And after that, we validated that the IXPs were valid, we needed to do the same with the AS members and in order to do that, we tried to use PTR record, basically PTR record is something like this and here this PTR record indicates that a router is registered in Giganet in Ukraine and is connected to a network named tenet.
So for each Ukranian IXP, we retrieved all the available PTR records which was around 1500 and we manually matched the organisation name or AS name to the PTR.
This was, yes, it was hard. After this validation, we came to this table, this is the five biggest IXPs of Ukraine. And here we can see how many ASes we got validated out of the ASes that our datasets indicated that they exist inside.
So we got an accuracy of around 75% which is actually pretty good if you think about that, we only took a town linked PTR records linked to AS in numbers when it was absolutely clear that that PTR record is connected to that ASN, we discovered many links that probably will be ASN to PTR record match.
Moving on, here we decided to also retrieve the AS relationship data, so from CAIDA, we retrieved for both countries the relationship data, for peer to peer provided to client and we show about the same results here. So in the first plot, the red line is a number of for peers, number of for ASes peer with Ukranian AS and we can see that after October 2022, it almost treble ‑‑ tripled in size, that means that probably many other ASes peered with Ukranian ASes in order to help with connectivity. But at the same time we see that the percent ‑‑ and I think of Russian peers to for peers got also decreased.

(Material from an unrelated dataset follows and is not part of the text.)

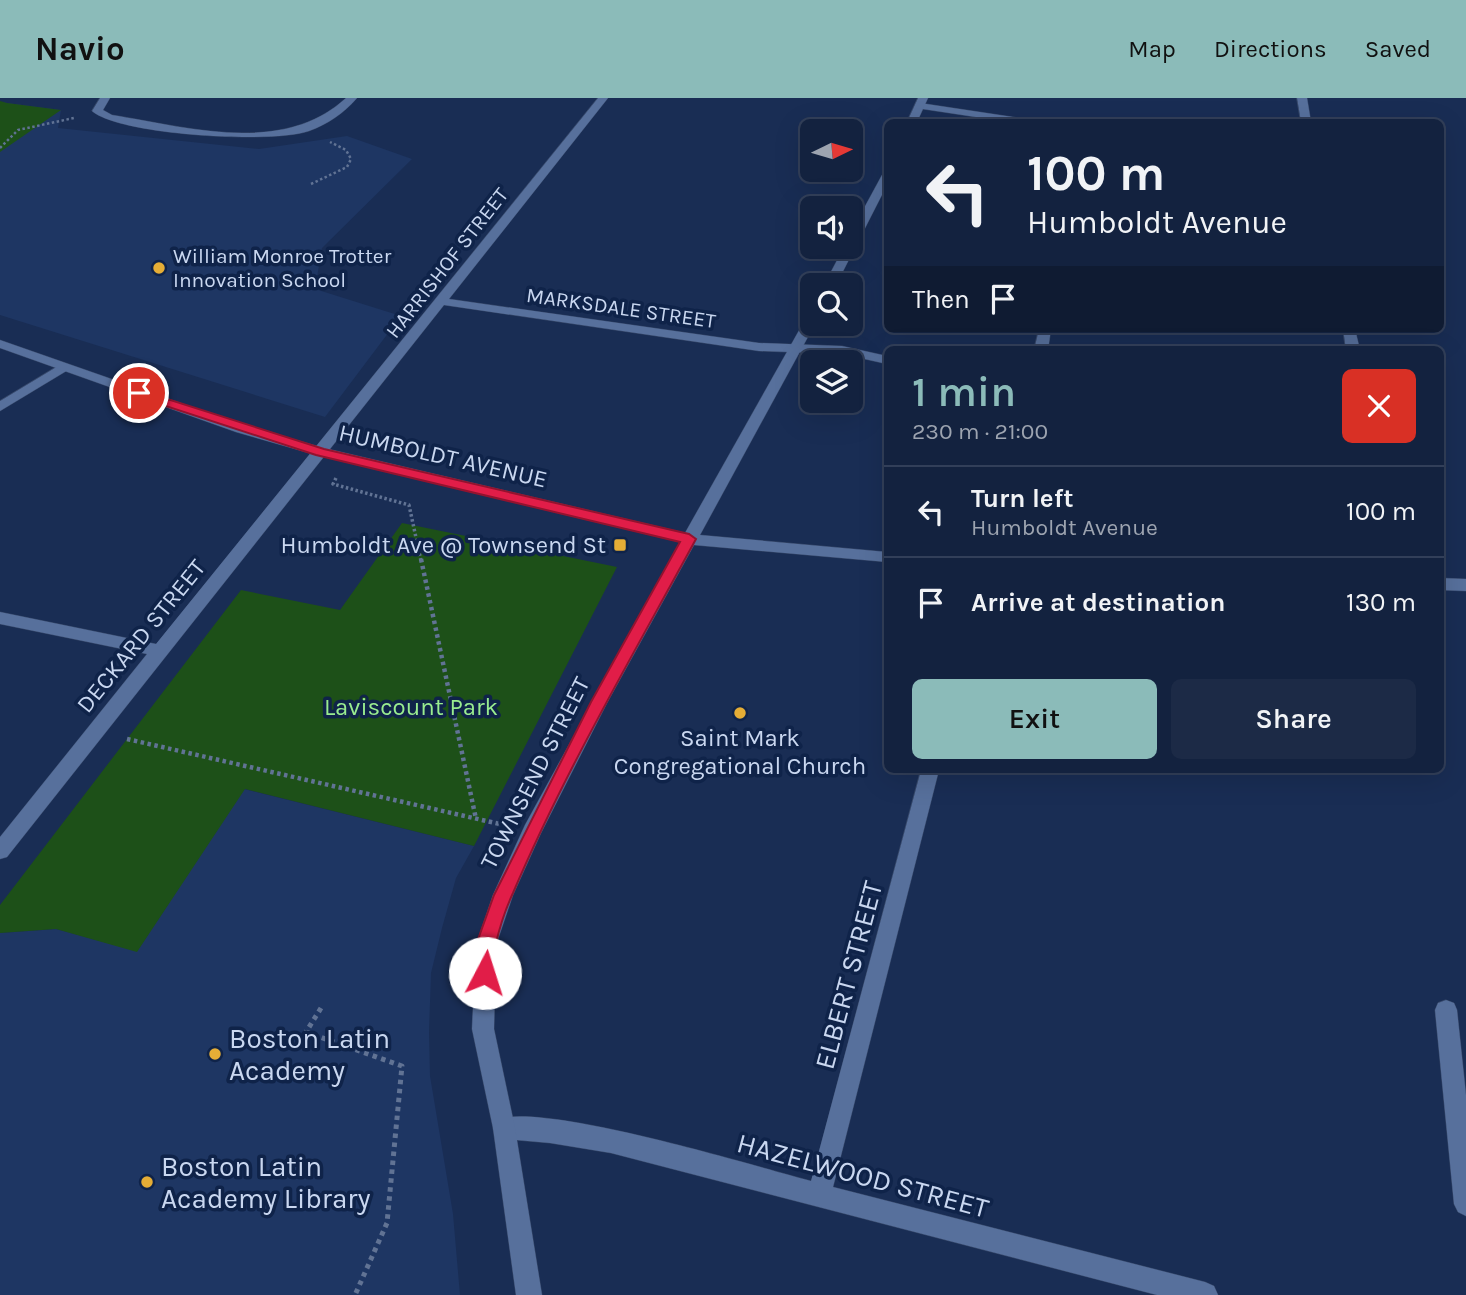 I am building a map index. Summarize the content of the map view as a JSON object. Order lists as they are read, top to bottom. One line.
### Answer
{"streets":{"street":["HARRISHOF STREET","MARKSDALE STREET","HUMBOLDT AVENUE","DECKARD STREET","TOWNSEND STREET","ELBERT STREET","HAZELWOOD STREET"]},"crossings":[["HARRISHOF STREET","MARKSDALE STREET"],["HARRISHOF STREET","HUMBOLDT AVENUE"],["HARRISHOF STREET","DECKARD STREET"],["MARKSDALE STREET","TOWNSEND STREET"],["HUMBOLDT AVENUE","DECKARD STREET"],["HUMBOLDT AVENUE","TOWNSEND STREET"],["TOWNSEND STREET","HAZELWOOD STREET"],["ELBERT STREET","HAZELWOOD STREET"]],"parks":["Laviscount Park"],"places":{"other":["William Monroe Trotter Innovation School","Saint Mark Congregational Church","Boston Latin Academy","Boston Latin Academy Library"],"transit":["Humboldt Ave @ Townsend St"]},"north":"right","page":{"header":"Navio","nav":["Map","Directions","Saved"],"turn":["100 m","Humboldt Avenue"],"then":"Then","heading":["1 min","230 m · 21:00"],"list":[{"name":"Turn left","note":"Humboldt Avenue","value":"100 m"},{"name":"Arrive at destination","value":"130 m"}],"buttons":["Exit","Share"]}}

Now for the Russian ASes here, the red line again indicates a number of foreign peers so Russia and we see that the number of peers got decreased over the time so Russia had around 3,500 peers before the invasion and around July 2022, it got around 3,000.
And we can see that, we have a slide decreasing the percentage of Ukranian peers out of that number. And moving on, this is the client provider, provider to client plot. So here we can see again that the red line is the number of for ASes that are clients to Ukranian providers and we can see that also this number got decreased from 160 to around 100. But also we have a massive decrease in the percentage of that number from Russian ASes.
And for the final plot, here we can see something very strange, so for the number of clients that are clients to Russian providers, we have the number got decreased until October 2023, but then you can see a very big increase in that number of clients and also the percentage of Ukranian clients to Russian providers stays around stable for the most part of the plot.
So yeah, in conclusion, depeering activity took place months before the invasion and continued during the first months after the invasion.
Parts of peering infrastructure in eastern Ukraine were destroyed and lost connection until today.
Peering between Russia and Ukranian networks were significantly impacted.
And increased number of country changes for the conflicted countries.
So, thank you very much, I will be happy to answer any questions or you have any suggestions for my work, I will be pleased to hear it. (APPLAUSE.)
FRANZISKA LICHTBLAU: Thank you.
Do we have any questions in the room? We don't have anyone in the queue. I would be curious what is ‑‑ I mean, this paints us a picture, but do you plan to do any follow up work, maybe some active measurements, to see how things develop in that direction? Or did you have a look at that already?
ANTONIOS CHATZIVASILEIOU: We don't see active measurements at the moment, but right now we try to correlate this and try to see if there's any connection to this infrastructure changes to geopolitical ones so yeah, for us in Ukraine, it's pretty obvious but for other countries that may have increased peering or decreased depeering for other countries, it may not be so obvious.
FRANZISKA LICHTBLAU: That makes a lot of sense, especially with your finding that the depeering actually started way ahead, it could be interesting to expound that view. Thank you so much.
ANTONIOS CHATZIVASILEIOU: Thank you very much.
(APPLAUSE.)
FRANZISKA LICHTBLAU: Next on the agenda we have a remote presentation that the presenter nicely already recorded for us, except in case something goes wrong. So if you have a close look at the list of IXPs that you saw in the previous presentation, the presenter we are hearing now, it's Pavel, and he is CTO at 1‑IX and that was one of the IXes from that measurement, what he is presenting on is actually experiences on developing distributed ISPs during the Ukraine war situation while dealing with physical attacks, power blackouts and an insane amount of resource shortage during the war. So let's have a look at his presentation.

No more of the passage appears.